Jan-Frederik Schlender
Development and Evaluation of a Physiologically Based Pharmacokinetic (PBPK) Population Model for Elderly Individuals

157 Seiten, Dissertation Rheinische Friedrich-Wilhelms-Universität Bonn (2019), Softcover, A5

Zusammenfassung / Abstract

Clinical drug development is traditionally focused on young and middle-aged adults. The elderly are often underrepresented in clinical trials, even though persons aged 65 years and older receive the majority of drug prescriptions. Consequently, there is a knowledge gap on dose-exposure relationships in elderly subjects. This thesis aimed at contributing to a better understanding of the age-related mechanisms governing the pharmacokinetics (PK) in this clinically understudied population.

First, a physiologically based pharmacokinetic (PBPK) database for the course of healthy ageing was successfully established. For parameterization of the PBPK model for healthy ageing individuals, anthropometric and physiological data were identified in the literature, which were incorporated into the PBPK software PK-Sim®. Although age-related changes occurring from 65 to 100 years of age were the main focus of this work, data on anatomical and physiological changes beginning from early adulthood to the elderly age range were also included for a sound and continuous description of ageing humans.

As next step, the capability of the elderly PBPK approach to predict the distribution and elimination of drugs was verified using the test compounds morphine and furosemide administered intravenously. Both drugs are cleared by a single elimination pathway. PK parameters for the two compounds in younger adults and elderly individuals were obtained from the literature. Matching virtual populations – with regard to age, gender, anthropometric measures and dosage – were generated. Profiles of plasma drug concentration over time, volume of distribution at steady-state (Vss) and elimination half-lives (t1/2) from the literature were compared to those predicted by PBPK simulations, for both younger adults and the elderly. Based on age-informed physiology, the predicted PK profiles described age-associated trends well.
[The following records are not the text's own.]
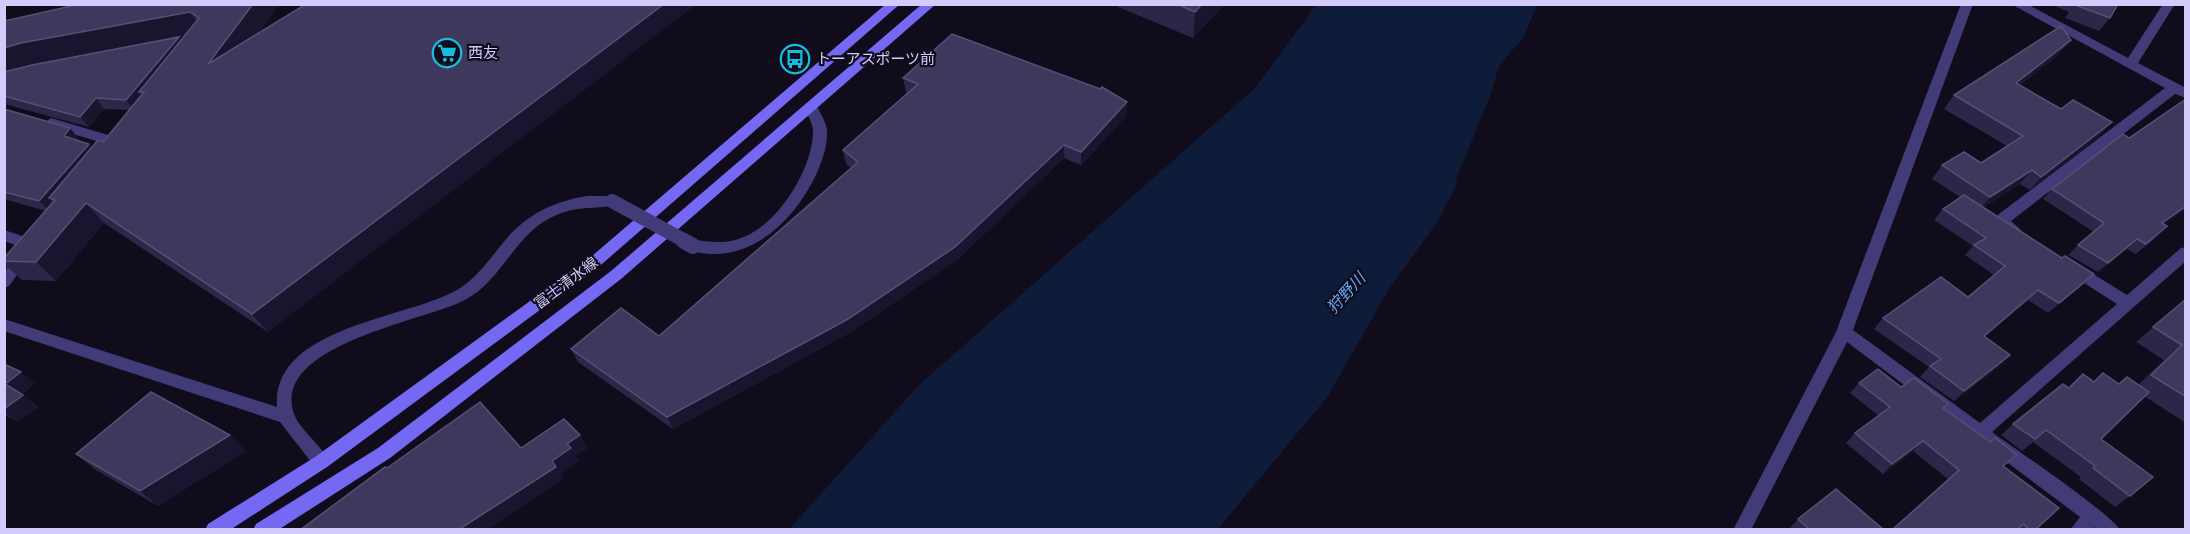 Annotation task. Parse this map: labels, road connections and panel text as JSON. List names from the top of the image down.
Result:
{
  "streets": {
    "main road": ["富士清水線"]
  },
  "water": ["狩野川"],
  "places": {
    "supermarket": ["西友"],
    "bus stop": ["トーアスポーツ前"]
  }
}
Finally, the reliability of predictions outside the tested adult age range towards the extremes of ages was assessed using the multi-elimination pathway compound ciprofloxacin as probe drug. Mean data of 69 published clinical trials were identified and used for model building, simulation as well as the verification process. The predictive performance on both ends of the age scale was assessed using individual data of 236 pediatric and 22 geriatric patients observed in clinical trials.